**What you are asked to do**
Tally the lines in the data below in which the word "roads" occurs, then give only the total.

**Raw data**
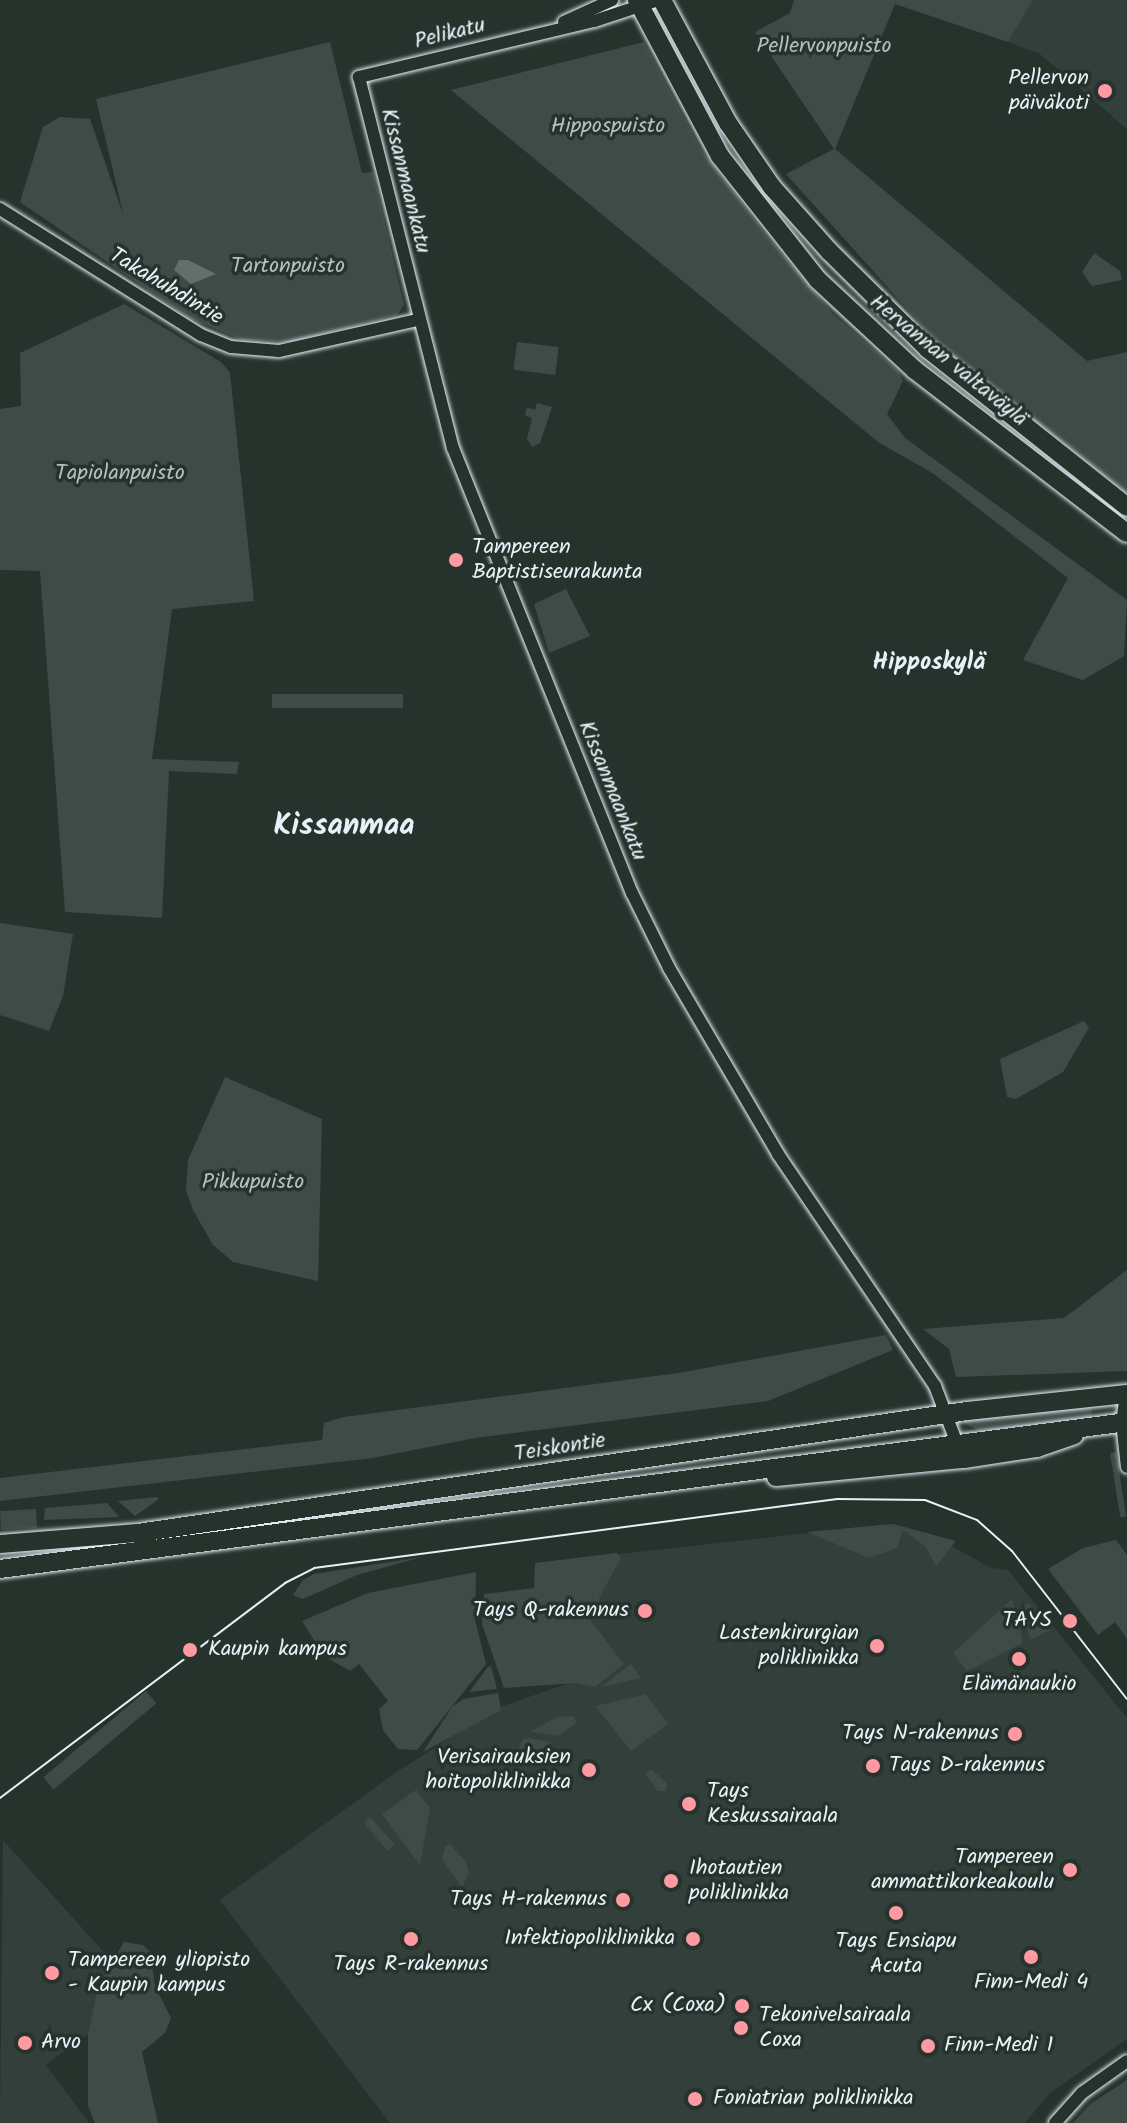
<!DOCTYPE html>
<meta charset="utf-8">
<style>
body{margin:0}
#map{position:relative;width:1127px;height:2123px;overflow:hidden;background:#26332d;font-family:Kalam,sans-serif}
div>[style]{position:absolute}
.built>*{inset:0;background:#333f3a}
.green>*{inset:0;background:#3e4b47;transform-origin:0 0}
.water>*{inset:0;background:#636f6d}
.roads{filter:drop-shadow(0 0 2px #e8f1f8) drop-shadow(0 0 2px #e8f1f8)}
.minor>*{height:12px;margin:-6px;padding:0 6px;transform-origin:6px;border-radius:6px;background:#26332d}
.highway>*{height:18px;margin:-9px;padding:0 9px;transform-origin:9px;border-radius:9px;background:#26332d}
.tram>*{height:2px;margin:-1px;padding:0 1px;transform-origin:1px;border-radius:1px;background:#e8f1f8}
.dots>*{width:22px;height:22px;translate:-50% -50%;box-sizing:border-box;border:4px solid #26332d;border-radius:50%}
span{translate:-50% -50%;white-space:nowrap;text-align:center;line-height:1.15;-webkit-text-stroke:7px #26332d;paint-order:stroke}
.street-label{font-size:22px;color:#e8f1f8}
.park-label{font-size:22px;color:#b5bfc3}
.poi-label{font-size:22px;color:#e8f1f8}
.right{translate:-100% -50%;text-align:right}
.left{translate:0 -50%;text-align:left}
.neighbourhood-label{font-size:24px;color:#e8f1f8;font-weight:700}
.district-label{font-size:30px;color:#e8f1f8;font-weight:700}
</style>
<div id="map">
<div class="built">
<i style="clip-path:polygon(1033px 0,1127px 0,1127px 129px,1040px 54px,1008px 42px)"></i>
<i style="clip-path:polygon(881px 1525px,928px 1533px,991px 1568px,1008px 1570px,1127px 1718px,1127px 2039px,1050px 2093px,1025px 2123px,390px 2123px,220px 1900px,395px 1773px,497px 1708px,575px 1681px,572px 1611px,602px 1556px)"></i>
<i style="clip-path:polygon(3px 1840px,110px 1959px,88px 2034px,46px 2065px,89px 2123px,0 2123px)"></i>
</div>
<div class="green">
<i style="clip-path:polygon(794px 0,1033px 0,1008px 42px,895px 4px,835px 149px,1087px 361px,1127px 352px,1127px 493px,944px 350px,786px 174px,834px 149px,755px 32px,790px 13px)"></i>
<i style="clip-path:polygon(330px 42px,362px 173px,373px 172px,404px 305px,397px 315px,290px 342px,242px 340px,189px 318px,20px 202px,43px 127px,60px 117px,90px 119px,124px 217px,96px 99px)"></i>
<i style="clip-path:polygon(644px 42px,700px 148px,766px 235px,833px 314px,898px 371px,903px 381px,887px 414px,905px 438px,1127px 600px,1124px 656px,1083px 680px,1023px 660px,1068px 578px,934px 474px,878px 442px,451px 90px)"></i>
<i style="clip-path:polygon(1094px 253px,1120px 271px,1122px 280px,1092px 286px,1082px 272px)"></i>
<i style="clip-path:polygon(124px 304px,221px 362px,230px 373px,254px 601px,172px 609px,152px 759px,239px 762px,237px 774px,169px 771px,162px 918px,65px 912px,40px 571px,0 570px,0 409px,21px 406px,20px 353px)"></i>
<i style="left:517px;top:342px;width:42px;height:28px;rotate:7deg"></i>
<i style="clip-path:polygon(537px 403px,552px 407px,540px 443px,532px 447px,527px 439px,532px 418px,525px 415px,527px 407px,535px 410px)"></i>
<i style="clip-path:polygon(566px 589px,590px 636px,549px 653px,534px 604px)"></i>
<i style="left:403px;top:694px;width:14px;height:131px;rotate:90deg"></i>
<i style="clip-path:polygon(0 923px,73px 934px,63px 996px,49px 1031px,0 1015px)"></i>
<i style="clip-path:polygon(1084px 1021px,1089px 1028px,1063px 1072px,1016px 1099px,1007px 1097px,1000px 1059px)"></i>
<i style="clip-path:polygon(225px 1077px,322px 1119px,318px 1281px,233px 1262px,213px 1245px,193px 1210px,186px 1191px,188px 1160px)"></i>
<i style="clip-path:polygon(1127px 1270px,1127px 1371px,956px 1377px,949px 1349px,923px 1329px,1064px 1318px)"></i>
<i style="clip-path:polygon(886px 1335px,893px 1350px,768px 1401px,475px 1438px,373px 1458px,0 1501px,0 1478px,322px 1440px,324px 1423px,344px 1417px,678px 1373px)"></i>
<i style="clip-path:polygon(1091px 1404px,1092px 1418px,980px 1431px,965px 1424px,966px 1420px)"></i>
<i style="left:1116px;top:1452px;width:65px;height:6px;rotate:81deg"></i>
<i style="clip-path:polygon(159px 1499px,135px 1516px,118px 1501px,157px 1497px)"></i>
<i style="clip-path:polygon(107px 1503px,119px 1517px,44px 1520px,45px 1508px)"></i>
<i style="left:36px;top:1509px;width:19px;height:36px;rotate:87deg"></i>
<i style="clip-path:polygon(893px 1524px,956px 1541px,936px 1566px,925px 1546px,903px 1530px,897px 1548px,869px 1558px,807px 1532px)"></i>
<i style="clip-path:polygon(1116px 1540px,1127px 1555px,1127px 1639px,1115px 1622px,1098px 1635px,1048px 1569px,1083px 1548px)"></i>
<i style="clip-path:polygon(617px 1553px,621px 1558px,599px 1598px,601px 1605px,585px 1613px,624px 1664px,595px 1687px,576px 1683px,504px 1688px,482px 1624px,484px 1594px,534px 1588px,535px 1563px)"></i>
<i style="clip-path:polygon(422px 1557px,357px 1575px,303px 1599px,293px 1595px,303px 1580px,314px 1574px)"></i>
<i style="clip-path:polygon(476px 1572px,475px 1620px,486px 1664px,417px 1750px,398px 1749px,383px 1730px,379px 1709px,388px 1701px,359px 1664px,350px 1671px,324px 1656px,302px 1621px,368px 1593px)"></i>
<i style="clip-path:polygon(1012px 1599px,1023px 1643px,967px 1671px,953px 1653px)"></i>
<i style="clip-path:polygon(1029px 1603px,1050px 1630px,1030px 1640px,1022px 1608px)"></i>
<i style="clip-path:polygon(631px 1664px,641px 1678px,601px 1687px)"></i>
<i style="clip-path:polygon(491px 1666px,497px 1689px,469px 1692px,488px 1667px)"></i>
<i style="left:146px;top:1691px;width:16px;height:134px;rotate:50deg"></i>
<i style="clip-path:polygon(498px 1693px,501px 1710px,423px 1752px,452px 1707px,463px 1699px)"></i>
<i style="clip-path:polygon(646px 1694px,668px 1724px,631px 1751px,595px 1706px)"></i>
<i style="clip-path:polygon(573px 1716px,577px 1722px,558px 1736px,530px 1732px,557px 1717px)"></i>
<i style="clip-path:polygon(523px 1739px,529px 1738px,551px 1742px,527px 1761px,518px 1750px)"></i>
<i style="clip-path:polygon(651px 1769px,667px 1783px,666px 1791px,658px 1791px,645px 1774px)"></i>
<i style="clip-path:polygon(416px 1790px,430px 1808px,420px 1865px,382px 1814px)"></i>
<i style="clip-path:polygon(370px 1817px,395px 1845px,387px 1851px,364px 1822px)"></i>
<i style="clip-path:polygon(450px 1844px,466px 1862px,469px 1873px,462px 1887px,442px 1859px,445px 1846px)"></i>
<i style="clip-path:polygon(124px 1942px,143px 1945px,150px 1952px,155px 1986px,171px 2018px,165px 2033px,142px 2052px,158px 2123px,95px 2123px,88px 2106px,88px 2034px,98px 1987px)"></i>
<i style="clip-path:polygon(1127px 2080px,1127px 2123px,1073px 2123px,1090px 2104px)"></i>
</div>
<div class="water">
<i style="clip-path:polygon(179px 260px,188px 260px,216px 274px,191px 284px,174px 270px)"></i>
</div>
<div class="roads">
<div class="minor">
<i style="left:658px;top:0;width:67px;rotate:161.8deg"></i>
<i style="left:594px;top:21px;width:242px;rotate:166.6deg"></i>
<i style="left:359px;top:77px;width:383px;rotate:75.8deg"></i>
<i style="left:453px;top:448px;width:480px;rotate:68.1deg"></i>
<i style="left:632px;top:893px;width:84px;rotate:63.7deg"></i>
<i style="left:669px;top:968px;width:216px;rotate:59.6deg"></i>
<i style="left:778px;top:1154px;width:280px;rotate:55.9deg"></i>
<i style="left:935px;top:1386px;width:67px;rotate:69.1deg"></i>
<i style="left:564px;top:22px;width:53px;rotate:-24.6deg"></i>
<i style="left:0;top:209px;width:237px;rotate:32.1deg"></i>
<i style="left:201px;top:335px;width:32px;rotate:22deg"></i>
<i style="left:231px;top:347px;width:48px;rotate:4.8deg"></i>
<i style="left:279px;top:351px;width:142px;rotate:-12.6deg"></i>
<i style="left:1126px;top:1394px;width:28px;rotate:98deg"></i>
<i style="left:1122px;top:1422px;width:45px;rotate:83.7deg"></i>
<i style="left:1055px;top:2123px;width:40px;rotate:-48deg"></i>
<i style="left:1082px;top:2093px;width:55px;rotate:-35.4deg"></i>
</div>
<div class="highway">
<i style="left:637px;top:0;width:177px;rotate:62deg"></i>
<i style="left:720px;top:156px;width:158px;rotate:51.7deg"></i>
<i style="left:818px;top:280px;width:132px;rotate:42.9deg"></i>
<i style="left:915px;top:370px;width:267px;rotate:37.6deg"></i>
<i style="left:662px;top:0;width:140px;rotate:61.8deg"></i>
<i style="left:728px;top:123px;width:78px;rotate:55.5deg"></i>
<i style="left:772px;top:187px;width:87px;rotate:48.3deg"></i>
<i style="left:830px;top:252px;width:138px;rotate:44.7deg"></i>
<i style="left:928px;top:349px;width:254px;rotate:38.4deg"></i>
<i style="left:776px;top:1477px;width:189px;rotate:-5.5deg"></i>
<i style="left:964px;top:1459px;width:74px;rotate:-8.6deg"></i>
<i style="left:1037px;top:1448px;width:39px;rotate:-19deg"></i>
<i style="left:0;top:1544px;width:138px;rotate:-4.6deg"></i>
<i style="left:138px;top:1533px;width:838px;rotate:-8.37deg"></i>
<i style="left:967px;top:1411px;width:161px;rotate:-6.1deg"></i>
<i style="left:0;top:1569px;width:1137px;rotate:-7.43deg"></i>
</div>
</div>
<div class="tram">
<i style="left:0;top:1798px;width:357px;rotate:-37deg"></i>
<i style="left:285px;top:1583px;width:33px;rotate:-27deg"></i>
<i style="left:314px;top:1568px;width:528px;rotate:-7.52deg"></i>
<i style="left:837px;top:1499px;width:88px;rotate:0.7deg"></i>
<i style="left:925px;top:1500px;width:56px;rotate:21deg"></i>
<i style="left:977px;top:1520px;width:47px;rotate:41.5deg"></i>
<i style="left:1012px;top:1551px;width:187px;rotate:52.2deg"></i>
</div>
<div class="dots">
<i style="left:1105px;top:91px;background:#ff9aa2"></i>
<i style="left:456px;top:560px;background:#ff9aa2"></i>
<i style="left:645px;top:1611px;background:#ff9aa2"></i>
<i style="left:1070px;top:1621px;background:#ff9aa2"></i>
<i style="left:877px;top:1646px;background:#ff9aa2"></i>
<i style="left:190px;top:1650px;background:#ff9aa2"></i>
<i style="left:1019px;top:1659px;background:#ff9aa2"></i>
<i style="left:1015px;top:1734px;background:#ff9aa2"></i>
<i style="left:873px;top:1766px;background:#ff9aa2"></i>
<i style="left:589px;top:1770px;background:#ff9aa2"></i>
<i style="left:689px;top:1804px;background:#ff9aa2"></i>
<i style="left:1070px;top:1870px;background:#ff9aa2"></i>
<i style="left:671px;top:1881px;background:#ff9aa2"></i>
<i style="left:623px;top:1900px;background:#ff9aa2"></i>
<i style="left:896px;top:1913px;background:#ff9aa2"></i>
<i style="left:411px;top:1939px;background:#ff9aa2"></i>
<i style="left:693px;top:1939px;background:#ff9aa2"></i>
<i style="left:1031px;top:1957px;background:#ff9aa2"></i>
<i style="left:52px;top:1973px;background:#ff9aa2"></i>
<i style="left:742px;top:2006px;background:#ff9aa2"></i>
<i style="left:741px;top:2028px;background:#ff9aa2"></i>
<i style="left:25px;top:2043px;background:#ff9aa2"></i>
<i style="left:928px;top:2046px;background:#ff9aa2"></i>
<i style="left:695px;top:2099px;background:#ff9aa2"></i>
</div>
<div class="street-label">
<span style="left:450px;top:34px;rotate:-14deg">Pelikatu</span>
<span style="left:405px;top:181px;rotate:76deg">Kissanmaankatu</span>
<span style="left:166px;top:287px;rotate:31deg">Takahuhdintie</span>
<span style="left:948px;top:361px;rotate:39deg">Hervannan valtaväylä</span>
<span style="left:612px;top:791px;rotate:68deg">Kissanmaankatu</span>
<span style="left:560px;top:1448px;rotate:-9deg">Teiskontie</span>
</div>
<div class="park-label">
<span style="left:824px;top:47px">Pellervonpuisto</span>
<span style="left:608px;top:127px">Hippospuisto</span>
<span style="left:288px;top:267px">Tartonpuisto</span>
<span style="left:120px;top:474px">Tapiolanpuisto</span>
<span style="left:253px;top:1183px">Pikkupuisto</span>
</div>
<div class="poi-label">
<span class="right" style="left:1089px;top:91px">Pellervon<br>päiväkoti</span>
<span class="left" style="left:472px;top:560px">Tampereen<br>Baptistiseurakunta</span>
<span class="right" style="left:629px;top:1611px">Tays Q-rakennus</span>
<span class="right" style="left:1052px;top:1621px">TAYS</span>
<span class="right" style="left:859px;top:1646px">Lastenkirurgian<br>poliklinikka</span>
<span class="left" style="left:208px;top:1650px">Kaupin kampus</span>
<span style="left:1019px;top:1685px">Elämänaukio</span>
<span class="right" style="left:999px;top:1734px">Tays N-rakennus</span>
<span class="right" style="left:571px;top:1770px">Verisairauksien<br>hoitopoliklinikka</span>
<span class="left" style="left:889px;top:1766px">Tays D-rakennus</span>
<span class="left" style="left:707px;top:1804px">Tays<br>Keskussairaala</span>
<span class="right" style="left:1054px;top:1870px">Tampereen<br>ammattikorkeakoulu</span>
<span class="left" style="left:689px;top:1881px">Ihotautien<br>poliklinikka</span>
<span class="right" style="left:607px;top:1900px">Tays H-rakennus</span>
<span class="right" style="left:675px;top:1939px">Infektiopoliklinikka</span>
<span style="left:896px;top:1954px">Tays Ensiapu<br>Acuta</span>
<span class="left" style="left:68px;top:1973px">Tampereen yliopisto<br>- Kaupin kampus</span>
<span style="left:411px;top:1965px">Tays R-rakennus</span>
<span style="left:1031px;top:1983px">Finn-Medi 4</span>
<span class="right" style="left:726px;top:2006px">Cx (Coxa)</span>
<span class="left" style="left:759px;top:2028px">Tekonivelsairaala<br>Coxa</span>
<span class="left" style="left:41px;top:2043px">Arvo</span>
<span class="left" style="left:944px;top:2046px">Finn-Medi 1</span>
<span class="left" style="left:713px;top:2099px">Foniatrian poliklinikka</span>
</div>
<div class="neighbourhood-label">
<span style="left:929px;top:663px">Hipposkylä</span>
</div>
<div class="district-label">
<span style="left:344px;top:826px">Kissanmaa</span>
</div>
</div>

**Expected answer**
2